[Opening RAW DATA section]

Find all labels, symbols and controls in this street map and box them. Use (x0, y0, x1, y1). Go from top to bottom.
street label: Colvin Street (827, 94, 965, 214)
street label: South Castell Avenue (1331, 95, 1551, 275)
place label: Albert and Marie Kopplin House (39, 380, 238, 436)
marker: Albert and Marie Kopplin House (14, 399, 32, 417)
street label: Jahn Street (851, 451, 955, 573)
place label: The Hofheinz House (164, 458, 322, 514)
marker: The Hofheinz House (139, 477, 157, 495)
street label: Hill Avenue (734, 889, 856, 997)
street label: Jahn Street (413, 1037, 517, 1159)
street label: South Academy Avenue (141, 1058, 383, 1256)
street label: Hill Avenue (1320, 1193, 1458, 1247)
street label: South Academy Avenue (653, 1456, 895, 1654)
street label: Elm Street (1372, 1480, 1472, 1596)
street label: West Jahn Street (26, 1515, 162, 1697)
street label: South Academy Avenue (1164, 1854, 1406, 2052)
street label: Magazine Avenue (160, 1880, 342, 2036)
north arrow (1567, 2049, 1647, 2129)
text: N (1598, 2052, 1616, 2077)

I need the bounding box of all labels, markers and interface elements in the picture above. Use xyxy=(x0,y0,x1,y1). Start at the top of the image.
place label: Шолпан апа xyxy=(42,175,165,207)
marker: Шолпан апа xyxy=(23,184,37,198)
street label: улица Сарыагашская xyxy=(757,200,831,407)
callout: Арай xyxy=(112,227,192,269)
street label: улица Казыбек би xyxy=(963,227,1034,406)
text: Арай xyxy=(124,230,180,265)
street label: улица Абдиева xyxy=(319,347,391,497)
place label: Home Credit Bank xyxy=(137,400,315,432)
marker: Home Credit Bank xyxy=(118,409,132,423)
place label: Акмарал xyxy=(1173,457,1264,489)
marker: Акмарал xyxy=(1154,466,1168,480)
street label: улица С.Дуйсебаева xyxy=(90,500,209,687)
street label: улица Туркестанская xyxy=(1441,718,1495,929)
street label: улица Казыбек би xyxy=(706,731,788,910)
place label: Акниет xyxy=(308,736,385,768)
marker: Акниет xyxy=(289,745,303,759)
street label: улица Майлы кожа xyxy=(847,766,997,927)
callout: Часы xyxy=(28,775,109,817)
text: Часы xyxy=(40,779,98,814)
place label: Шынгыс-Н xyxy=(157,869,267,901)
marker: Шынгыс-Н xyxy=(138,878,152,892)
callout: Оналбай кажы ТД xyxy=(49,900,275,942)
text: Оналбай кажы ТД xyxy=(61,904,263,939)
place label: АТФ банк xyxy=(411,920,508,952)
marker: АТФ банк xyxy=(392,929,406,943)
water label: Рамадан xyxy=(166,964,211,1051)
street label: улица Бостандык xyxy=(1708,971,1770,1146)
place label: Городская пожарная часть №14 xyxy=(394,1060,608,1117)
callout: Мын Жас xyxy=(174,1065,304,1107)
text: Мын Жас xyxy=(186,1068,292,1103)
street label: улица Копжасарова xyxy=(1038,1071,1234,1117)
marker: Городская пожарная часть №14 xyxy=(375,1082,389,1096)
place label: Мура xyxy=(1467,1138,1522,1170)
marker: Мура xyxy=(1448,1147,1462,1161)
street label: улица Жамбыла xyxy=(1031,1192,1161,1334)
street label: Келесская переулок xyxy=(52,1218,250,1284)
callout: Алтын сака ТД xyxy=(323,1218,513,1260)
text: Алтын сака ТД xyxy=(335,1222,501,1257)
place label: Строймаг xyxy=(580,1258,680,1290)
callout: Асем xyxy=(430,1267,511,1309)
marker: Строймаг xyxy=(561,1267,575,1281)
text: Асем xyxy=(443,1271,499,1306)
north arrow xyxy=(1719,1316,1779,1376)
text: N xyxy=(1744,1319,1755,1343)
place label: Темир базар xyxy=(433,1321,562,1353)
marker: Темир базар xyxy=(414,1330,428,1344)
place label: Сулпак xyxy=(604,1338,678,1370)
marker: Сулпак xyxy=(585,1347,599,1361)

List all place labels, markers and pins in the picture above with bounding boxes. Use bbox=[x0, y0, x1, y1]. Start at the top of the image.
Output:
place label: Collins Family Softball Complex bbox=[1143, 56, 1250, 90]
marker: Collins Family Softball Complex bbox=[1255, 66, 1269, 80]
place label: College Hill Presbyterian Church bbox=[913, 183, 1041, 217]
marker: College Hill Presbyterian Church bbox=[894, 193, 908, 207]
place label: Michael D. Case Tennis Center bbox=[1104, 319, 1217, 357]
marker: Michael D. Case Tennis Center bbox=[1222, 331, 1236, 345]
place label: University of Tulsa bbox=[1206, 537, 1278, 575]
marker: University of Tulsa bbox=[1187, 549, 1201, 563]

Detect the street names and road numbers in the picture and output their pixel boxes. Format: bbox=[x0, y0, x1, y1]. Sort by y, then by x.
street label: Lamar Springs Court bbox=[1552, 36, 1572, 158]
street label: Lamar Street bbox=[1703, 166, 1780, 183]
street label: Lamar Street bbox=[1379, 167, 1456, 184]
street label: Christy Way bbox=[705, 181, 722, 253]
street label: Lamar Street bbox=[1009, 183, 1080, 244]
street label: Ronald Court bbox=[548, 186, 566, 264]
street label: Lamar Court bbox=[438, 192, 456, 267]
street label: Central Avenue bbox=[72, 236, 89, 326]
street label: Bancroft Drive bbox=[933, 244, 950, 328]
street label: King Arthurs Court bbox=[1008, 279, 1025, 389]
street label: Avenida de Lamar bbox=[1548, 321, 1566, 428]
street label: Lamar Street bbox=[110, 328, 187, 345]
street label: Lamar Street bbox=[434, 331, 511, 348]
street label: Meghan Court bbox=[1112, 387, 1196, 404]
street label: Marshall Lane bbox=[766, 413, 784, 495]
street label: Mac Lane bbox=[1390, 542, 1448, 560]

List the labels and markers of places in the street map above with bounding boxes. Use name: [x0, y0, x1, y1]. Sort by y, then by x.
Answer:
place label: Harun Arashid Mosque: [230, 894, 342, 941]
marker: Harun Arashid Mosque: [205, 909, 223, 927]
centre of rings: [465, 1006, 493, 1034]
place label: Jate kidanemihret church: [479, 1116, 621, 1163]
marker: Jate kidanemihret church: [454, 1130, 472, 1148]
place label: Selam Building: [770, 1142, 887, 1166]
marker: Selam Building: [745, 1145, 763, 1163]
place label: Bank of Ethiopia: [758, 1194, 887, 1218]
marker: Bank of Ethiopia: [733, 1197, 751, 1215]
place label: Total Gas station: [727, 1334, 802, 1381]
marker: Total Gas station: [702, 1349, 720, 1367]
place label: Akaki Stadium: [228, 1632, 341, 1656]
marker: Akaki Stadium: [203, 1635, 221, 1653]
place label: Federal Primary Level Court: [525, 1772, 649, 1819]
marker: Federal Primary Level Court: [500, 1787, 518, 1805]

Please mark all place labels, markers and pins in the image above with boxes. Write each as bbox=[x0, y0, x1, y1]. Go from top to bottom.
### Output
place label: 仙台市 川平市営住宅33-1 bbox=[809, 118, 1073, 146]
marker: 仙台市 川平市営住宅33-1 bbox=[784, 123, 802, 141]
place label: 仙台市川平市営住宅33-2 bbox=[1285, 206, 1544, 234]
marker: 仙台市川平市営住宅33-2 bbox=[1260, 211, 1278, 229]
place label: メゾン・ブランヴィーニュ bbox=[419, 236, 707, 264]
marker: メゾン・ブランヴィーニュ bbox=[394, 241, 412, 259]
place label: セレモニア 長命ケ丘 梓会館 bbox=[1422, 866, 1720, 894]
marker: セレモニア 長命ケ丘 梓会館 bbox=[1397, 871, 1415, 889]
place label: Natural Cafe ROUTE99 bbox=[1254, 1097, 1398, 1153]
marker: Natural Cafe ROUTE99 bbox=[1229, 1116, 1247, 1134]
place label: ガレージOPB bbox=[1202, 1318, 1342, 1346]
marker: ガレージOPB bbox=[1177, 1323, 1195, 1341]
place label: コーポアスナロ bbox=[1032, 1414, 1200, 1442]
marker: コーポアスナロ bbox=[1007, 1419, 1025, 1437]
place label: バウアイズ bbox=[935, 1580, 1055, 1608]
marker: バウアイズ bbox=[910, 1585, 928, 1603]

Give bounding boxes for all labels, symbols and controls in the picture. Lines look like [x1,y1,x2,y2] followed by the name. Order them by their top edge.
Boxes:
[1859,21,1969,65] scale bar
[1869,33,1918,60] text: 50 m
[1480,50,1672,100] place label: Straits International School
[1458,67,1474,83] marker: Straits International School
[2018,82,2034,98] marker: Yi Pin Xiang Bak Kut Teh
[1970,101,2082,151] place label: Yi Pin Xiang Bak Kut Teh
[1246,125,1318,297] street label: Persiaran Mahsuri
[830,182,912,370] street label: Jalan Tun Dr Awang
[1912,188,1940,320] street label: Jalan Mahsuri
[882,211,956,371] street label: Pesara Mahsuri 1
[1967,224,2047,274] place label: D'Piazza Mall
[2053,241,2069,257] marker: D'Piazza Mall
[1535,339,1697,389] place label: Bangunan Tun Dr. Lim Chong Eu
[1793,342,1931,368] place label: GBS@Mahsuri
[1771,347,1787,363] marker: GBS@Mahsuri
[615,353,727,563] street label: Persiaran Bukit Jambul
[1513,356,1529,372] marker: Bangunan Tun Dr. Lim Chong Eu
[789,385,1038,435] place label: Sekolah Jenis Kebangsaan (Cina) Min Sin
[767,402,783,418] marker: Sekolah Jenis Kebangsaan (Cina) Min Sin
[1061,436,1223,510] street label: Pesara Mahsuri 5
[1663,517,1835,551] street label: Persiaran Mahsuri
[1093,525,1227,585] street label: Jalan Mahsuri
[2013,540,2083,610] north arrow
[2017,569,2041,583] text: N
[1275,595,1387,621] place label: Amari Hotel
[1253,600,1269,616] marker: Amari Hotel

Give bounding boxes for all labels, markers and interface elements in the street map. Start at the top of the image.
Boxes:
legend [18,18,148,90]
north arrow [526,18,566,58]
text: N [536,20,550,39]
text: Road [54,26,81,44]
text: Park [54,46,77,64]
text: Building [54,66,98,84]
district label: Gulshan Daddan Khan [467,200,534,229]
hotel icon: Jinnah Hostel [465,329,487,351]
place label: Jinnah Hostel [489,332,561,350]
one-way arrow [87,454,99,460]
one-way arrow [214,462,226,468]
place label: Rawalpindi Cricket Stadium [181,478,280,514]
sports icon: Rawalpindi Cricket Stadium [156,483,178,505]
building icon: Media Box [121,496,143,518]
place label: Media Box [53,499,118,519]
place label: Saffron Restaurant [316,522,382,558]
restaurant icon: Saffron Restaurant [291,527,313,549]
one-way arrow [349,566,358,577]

[Closing RAW DATA section]

- [ACTION ITEM]: In your answer, include only the lines above starting at the line that holds "Give bounding boxes for all labels, symbols" and ending at the line that holds "Give bounding boxes for all labels, markers", copied exactly.

- [TASK RESPONSE]:
Give bounding boxes for all labels, symbols and controls in the picture. Lines look like [x1,y1,x2,y2] followed by the name. Order them by their top edge.
Boxes:
[1859,21,1969,65] scale bar
[1869,33,1918,60] text: 50 m
[1480,50,1672,100] place label: Straits International School
[1458,67,1474,83] marker: Straits International School
[2018,82,2034,98] marker: Yi Pin Xiang Bak Kut Teh
[1970,101,2082,151] place label: Yi Pin Xiang Bak Kut Teh
[1246,125,1318,297] street label: Persiaran Mahsuri
[830,182,912,370] street label: Jalan Tun Dr Awang
[1912,188,1940,320] street label: Jalan Mahsuri
[882,211,956,371] street label: Pesara Mahsuri 1
[1967,224,2047,274] place label: D'Piazza Mall
[2053,241,2069,257] marker: D'Piazza Mall
[1535,339,1697,389] place label: Bangunan Tun Dr. Lim Chong Eu
[1793,342,1931,368] place label: GBS@Mahsuri
[1771,347,1787,363] marker: GBS@Mahsuri
[615,353,727,563] street label: Persiaran Bukit Jambul
[1513,356,1529,372] marker: Bangunan Tun Dr. Lim Chong Eu
[789,385,1038,435] place label: Sekolah Jenis Kebangsaan (Cina) Min Sin
[767,402,783,418] marker: Sekolah Jenis Kebangsaan (Cina) Min Sin
[1061,436,1223,510] street label: Pesara Mahsuri 5
[1663,517,1835,551] street label: Persiaran Mahsuri
[1093,525,1227,585] street label: Jalan Mahsuri
[2013,540,2083,610] north arrow
[2017,569,2041,583] text: N
[1275,595,1387,621] place label: Amari Hotel
[1253,600,1269,616] marker: Amari Hotel

Give bounding boxes for all labels, markers and interface elements in the street map. Start at the top of the image.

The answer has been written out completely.